You can reference all the JavaScript files your site uses on any other page but the landing page. That's fine. But when it comes to eager loading of resources, leave the landing page alone.
5. Reduce below-the-fold content
If you really want to reduce the landing page weight, reduce the size of the landing page.
Marketers want to push as many messages to site visitors as they can, and that often results in multi-scroll landing pages filled with superfluous information. This type of strategy kills the landing page load time.
Don't bombard the user with multiple corporate messages as soon as the first page loads. Treat the landing page as a valet that can quickly direct the user to where they've come to see. Then you can bombard the user with tailored messages on the second and third pages they hit.

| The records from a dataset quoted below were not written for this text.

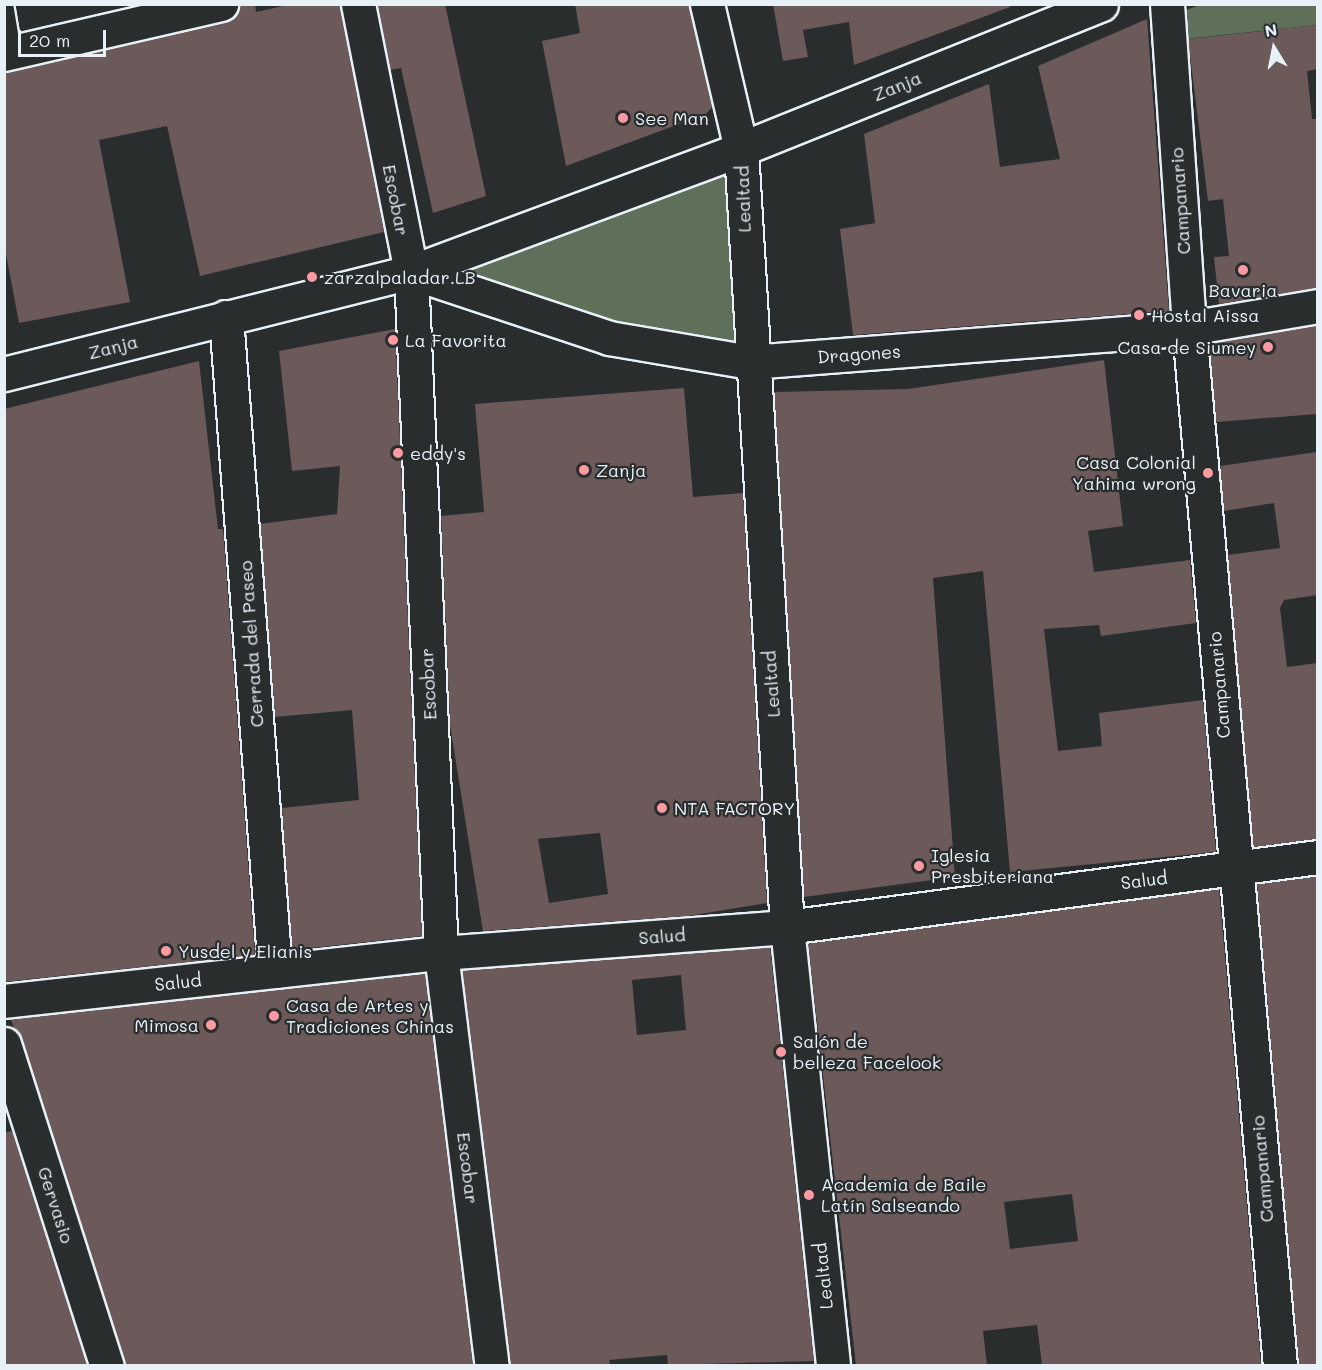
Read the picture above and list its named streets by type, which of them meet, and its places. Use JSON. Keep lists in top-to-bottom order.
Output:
{
  "streets": {
    "street": [
      "Zanja",
      "Lealtad",
      "Escobar",
      "Campanario",
      "Dragones",
      "Cerrada del Paseo",
      "Salud",
      "Gervasio"
    ]
  },
  "crossings": [
    ["Zanja", "Lealtad"],
    ["Zanja", "Escobar"],
    ["Zanja", "Dragones"],
    ["Zanja", "Cerrada del Paseo"],
    ["Lealtad", "Dragones"],
    ["Lealtad", "Salud"],
    ["Escobar", "Dragones"],
    ["Escobar", "Salud"],
    ["Campanario", "Dragones"],
    ["Campanario", "Salud"],
    ["Cerrada del Paseo", "Salud"]
  ],
  "places": [
    "See Man",
    "Bavaria",
    "zarzalpaladar.LB",
    "Hostal Aissa",
    "La Favorita",
    "Casa de Siumey",
    "eddy's",
    "Zanja",
    "Casa Colonial Yahima wrong",
    "NTA FACTORY",
    "Iglesia Presbiteriana",
    "Yusdel y Elianis",
    "Casa de Artes y Tradiciones Chinas",
    "Mimosa",
    "Salón de belleza Facelook",
    "Academia de Baile Latín Salseando"
  ],
  "scale_bar": "20 m",
  "north": "top"
}
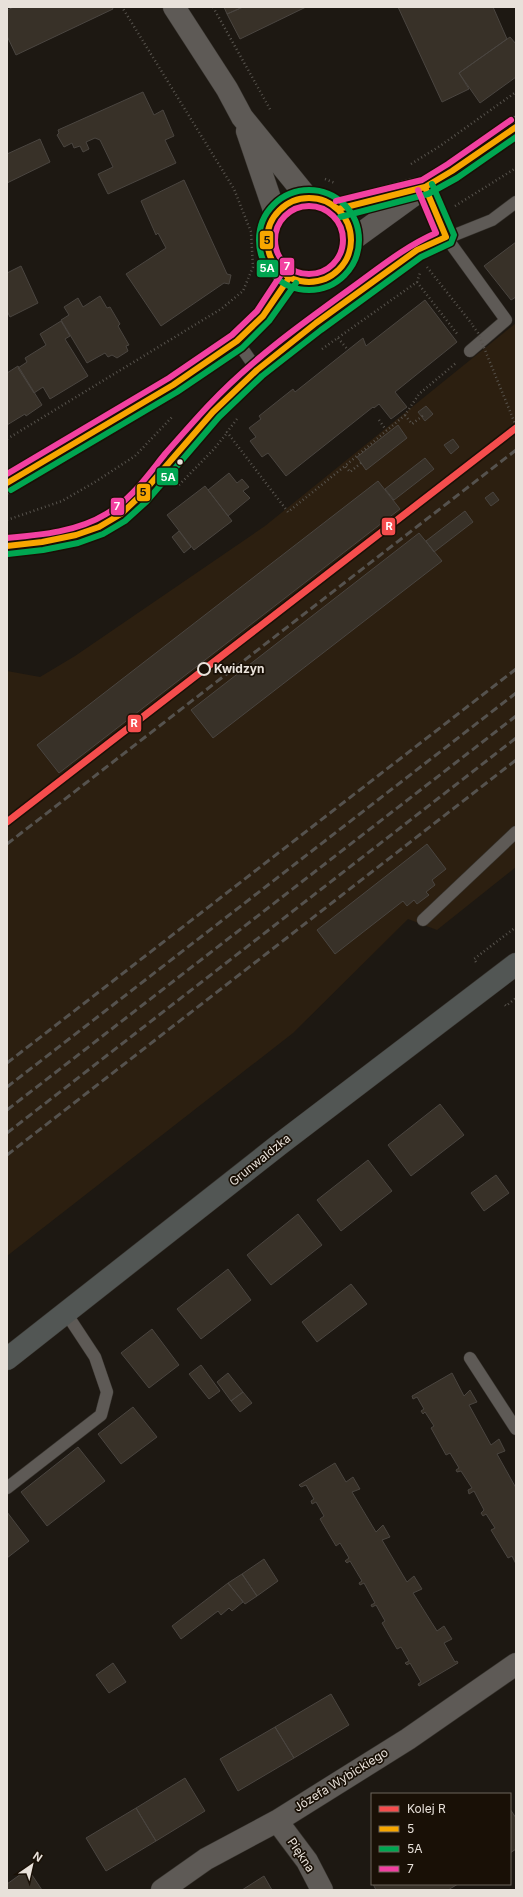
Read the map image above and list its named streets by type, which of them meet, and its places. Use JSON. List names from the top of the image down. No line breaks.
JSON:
{"streets":{"main road":["Grunwaldzka"],"street":["Józefa Wybickiego","Piękna"]},"crossings":[["Józefa Wybickiego","Piękna"]],"places":["Kwidzyn"],"lines":["transit line 7","transit line 5","transit line 5A","rail line R"],"legend":["Kolej R","5","5A","7"],"north":"top right"}
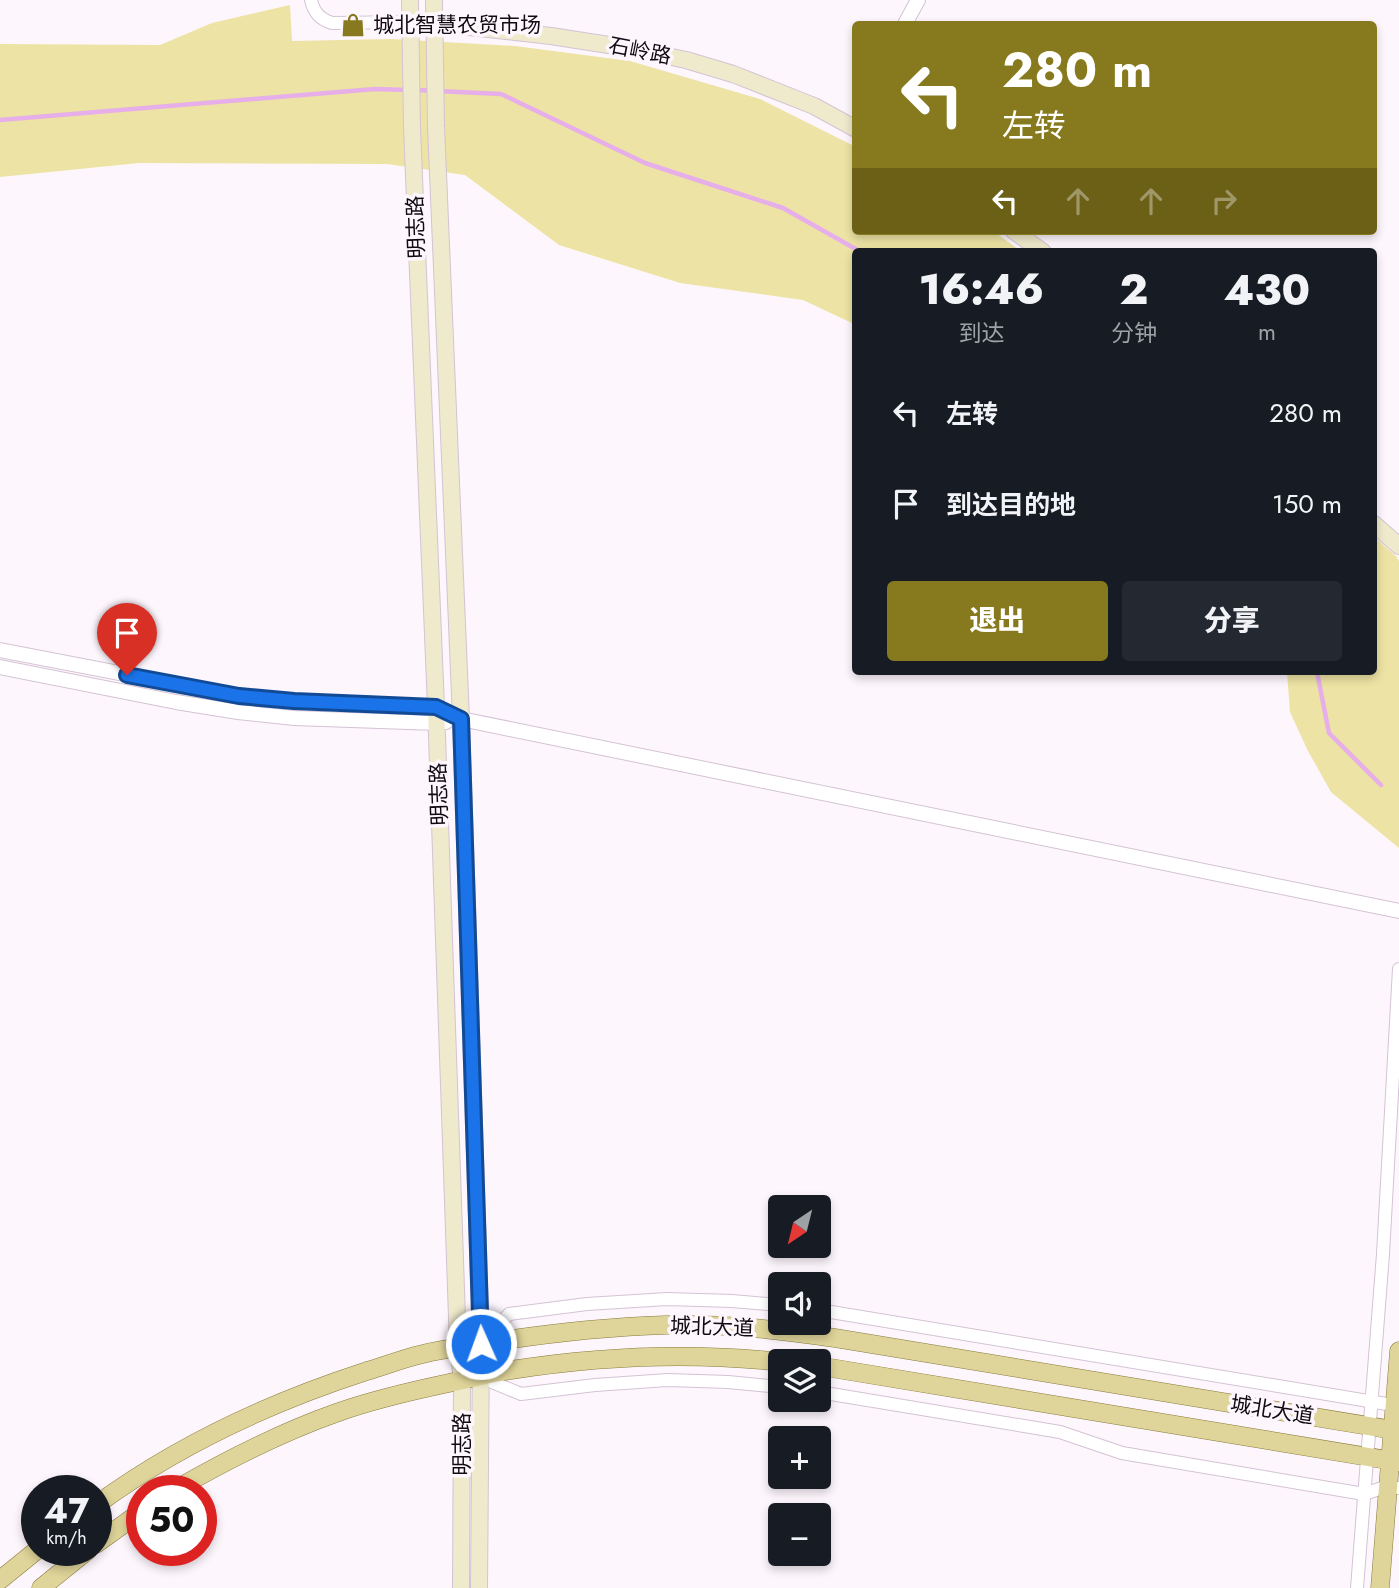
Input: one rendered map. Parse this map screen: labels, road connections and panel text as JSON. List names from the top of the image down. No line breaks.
{"streets":{"main road":["石岭路","明志路","城北大道"]},"crossings":[["石岭路","明志路"],["明志路","城北大道"]],"places":{"shop":["城北智慧农贸市场"]},"north":"bottom left","page":{"turn":["280 m","左转"],"eta":["16:46","到达","2","分钟","430","m"],"list":[{"name":"左转","value":"280 m"},{"name":"到达目的地","value":"150 m"}],"buttons":["退出","分享"],"map_buttons":["+","−"],"speed":"47 km/h","limit":"50"}}
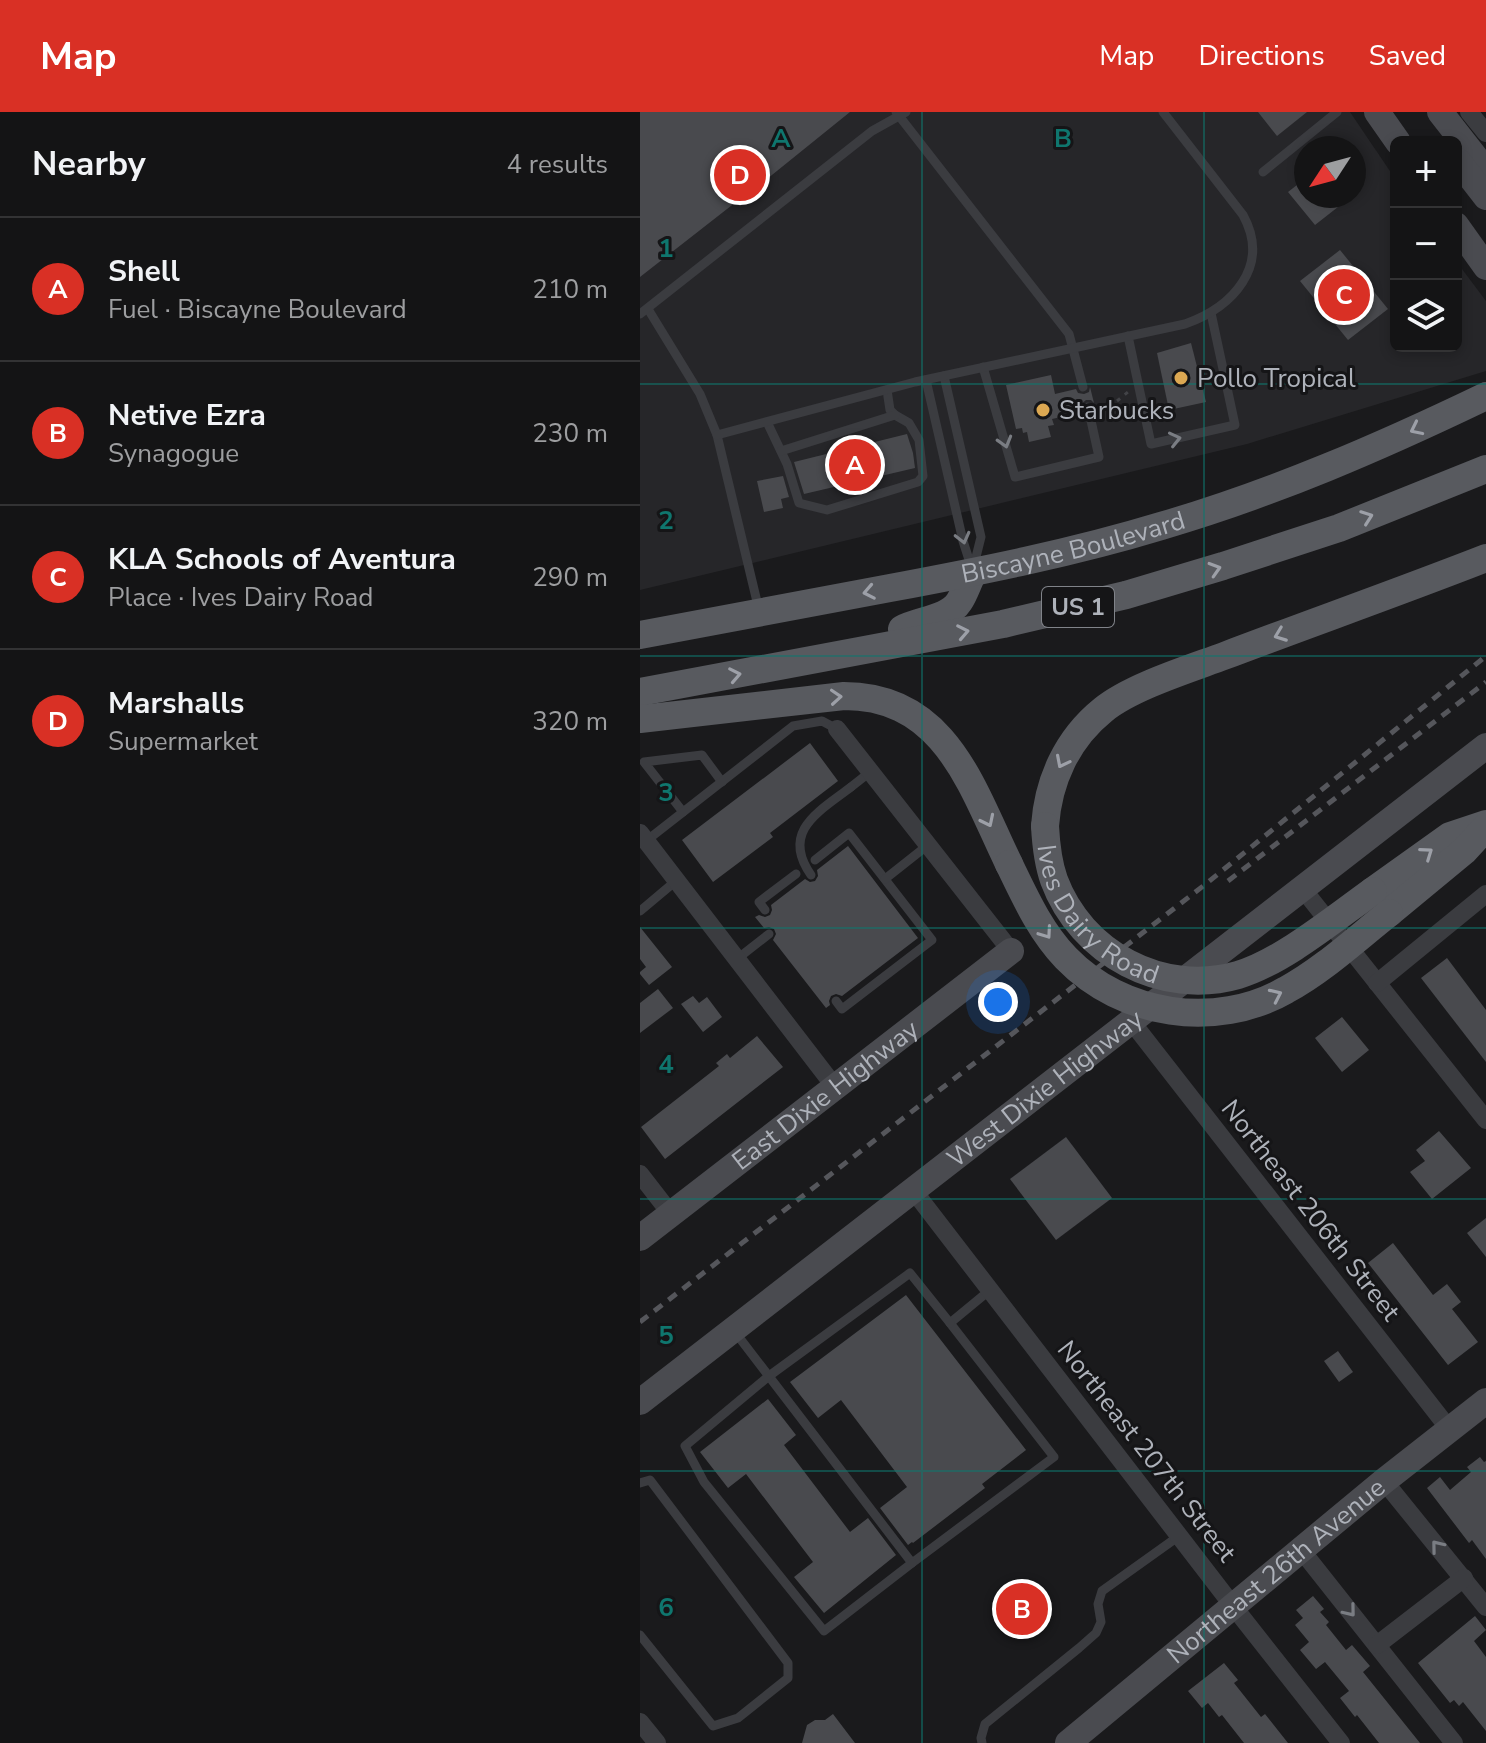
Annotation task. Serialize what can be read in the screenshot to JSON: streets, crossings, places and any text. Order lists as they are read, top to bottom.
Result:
{
  "streets": {
    "main road": ["Biscayne Boulevard", "US 1", "Ives Dairy Road"],
    "street": [
      "West Dixie Highway",
      "East Dixie Highway",
      "Northeast 206th Street",
      "Northeast 207th Street",
      "Northeast 26th Avenue"
    ]
  },
  "crossings": [
    ["West Dixie Highway", "Northeast 206th Street"],
    ["West Dixie Highway", "Northeast 207th Street"],
    ["Northeast 206th Street", "Northeast 26th Avenue"],
    ["Northeast 207th Street", "Northeast 26th Avenue"]
  ],
  "places": ["Pollo Tropical", "Starbucks"],
  "north": "bottom left",
  "page": {
    "header": "Map",
    "nav": ["Map", "Directions", "Saved"],
    "heading": ["Nearby", "4 results"],
    "map_buttons": ["+", "−"],
    "pins": [
      "D",
      "C",
      "A",
      "B"
    ],
    "list": [
      {
        "mark": "A",
        "name": "Shell",
        "note": "Fuel · Biscayne Boulevard",
        "value": "210 m"
      },
      {
        "mark": "B",
        "name": "Netive Ezra",
        "note": "Synagogue",
        "value": "230 m"
      },
      {
        "mark": "C",
        "name": "KLA Schools of Aventura",
        "note": "Place · Ives Dairy Road",
        "value": "290 m"
      },
      {
        "mark": "D",
        "name": "Marshalls",
        "note": "Supermarket",
        "value": "320 m"
      }
    ]
  },
  "grid": {
    "columns": ["A", "B"],
    "rows": [
      "1",
      "2",
      "3",
      "4",
      "5",
      "6"
    ]
  }
}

Focus on what's above the fold on the landing page. Try and keep the page to under two scrolls long to reap some performance benefits.
You can also onReady load other resources
I've mentioned how important it is to minimize references to CSS files and unused JavaScript libraries. However, there is value in an eager load of these files before the user initiates their first page transition.
One strategy is to add a defer attribute to JavaScript tags, which causes them to load after the page renders.
Another strategy is to delay global CSS file loads and JavaScript libraries through the use of the onReady event of the page, which fires after the page has loaded. As a result, there won't be an effect on how quickly the page renders, while at the same time, important resources are loaded before the user goes to other pages on the site.
In theory, this tip will increase landing page weight, because it requires the page to download resources that it doesn't need. But it is a worthwhile strategy, since it won't negatively affect the landing page performance and will improve how quickly other pages load.
You can lose customers if your website performs poorly. Try these landing page weight loss strategies to ensure the first page your customers see provides a pleasant experience.